Before going forward, we give some remarks about the Nariai 
space, which is given in the Nariai limit 
$\mu\rightarrow {l^2 \over 4}$. Before taking the limit, one changes 
the coordinate $(t,r)$ to $(\tau,\theta)$ by
\be
\label{Nvii}
t={l \over \sqrt{l^2 - 4\mu}}\tau\ ,\quad 
r^2 = {l^2 \over 2}- \cos\theta {\sqrt{l^4 - 4\mu l^2} 
\over 2}\ .
\ee
Then the black hole horizon corresponds to $\theta=0$ and 
the cosmological one to $\theta=\pi$. In the coordinates 
$(\tau,\theta)$, the metric of SdS is rewritten by
\be
\label{SdS}
ds^2 = - {\sin^2 \theta \over 
2\left(l^2 - \cos\theta \sqrt{l^4 - 4\mu l^2}\right)}d\tau^2
+ {l^2 \over 2}d\theta^2 
+ \left({l^2 \over 2} - \cos\theta \sqrt{l^4 - 4\mu l^2} 
\right)d\Omega_3^2\ .
\ee
Then by taking the Nariai limit $\mu\rightarrow {l^2 \over 4}$, 
one finds
\be
\label{Nr}
ds_{\rm Nariai}^2 = - {\sin^2 \theta \over 
2}d\tau^2 + {l^2 \over 2}d\theta^2 
+ {l^2 \over 2} d\Omega_3^2\ .
\ee
If we Wick-rotate the time coordinate $\tau$ by
\be
\label{Nviii}
\tau\rightarrow il\tilde \tau\ ,
\ee
the metric (\ref{Nr}) is the direct product of S$_2$ and $S_3$ 
with the radius ${l \over \sqrt{2}}$ and we find $\tilde \tau$ 
should have the periodicity of $2\pi$. 

In 4 dimensional ($d=3$) Nariai space, there occurs a 
very interesting 
phenomenon called ``anti-evaporation'', which was first 
found in \cite{BH} by using 2d trace anomaly induced 
effective action including dilaton \cite{BHano,NOano,A}.

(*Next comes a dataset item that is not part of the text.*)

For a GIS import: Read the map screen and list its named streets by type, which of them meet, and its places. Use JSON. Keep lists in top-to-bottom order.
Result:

It corresponds to quantum expansion of BH. (It is not yet completely clear
if this is fundamental or just transitionary effect).  

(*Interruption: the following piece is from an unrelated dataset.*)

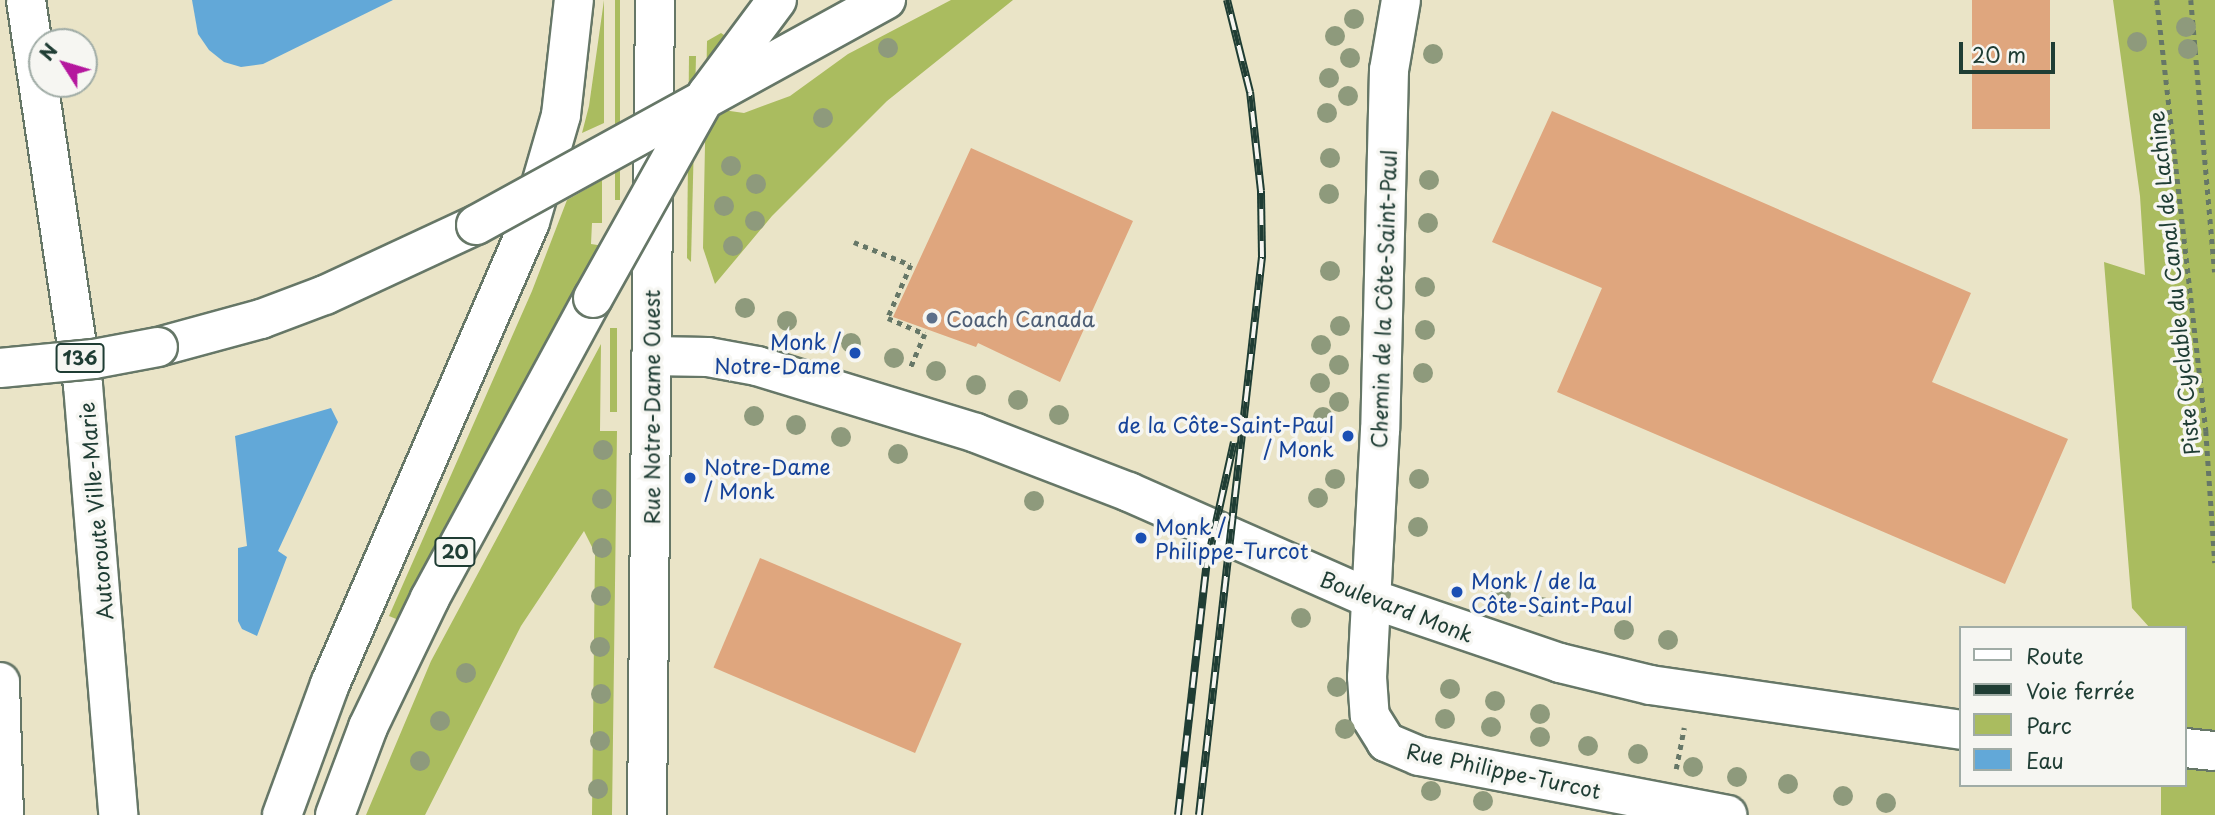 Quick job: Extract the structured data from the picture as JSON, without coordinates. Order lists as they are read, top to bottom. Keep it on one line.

This phenomenon has been confirmed by using 4d trace anomaly  
induced effective action \cite{NOnari}.

Let us discuss the free energies of the pure dS and the Nariai 
space. Since for these cases, the scalar, Ricci and Riemann 
curvatures are given by
\be
\label{rr}
\hat{R}= {20 \over l^2}\ ,\quad \hat{R}_{\mu\nu}=
{4\over l^{2}}G_{\mu\nu}\ ,\quad \hat{R}_{\mu\nu\xi\sigma} 
= {1\over l^2}\left( \hat{G}_{\mu\xi}\hat{G}
_{\nu\sigma} -\hat{G}_{\mu\sigma}\hat{G}_{\nu\xi} \right)\ . 
\ee
the action (\ref{Svi}) with $d=4$ is given by
\bea
\label{Nix}
S&=&\left({400a \over l^4}
+ {80 b \over l^4} + {40 c \over l^4}
+ {20 \over \kappa^2} - \Lambda\right)
\int d^5 x \sqrt{-\hat G} \nn
&=&\left({320a \over l^4}
+ {64 b \over l^4} + {32 c \over l^4}
+ {8 \over l^2\kappa^2} \right)
\int d^5 x \sqrt{\hat G} \ .
\eea
In the second line of (\ref{Nix}), Eq. (\ref{ll}) is used. 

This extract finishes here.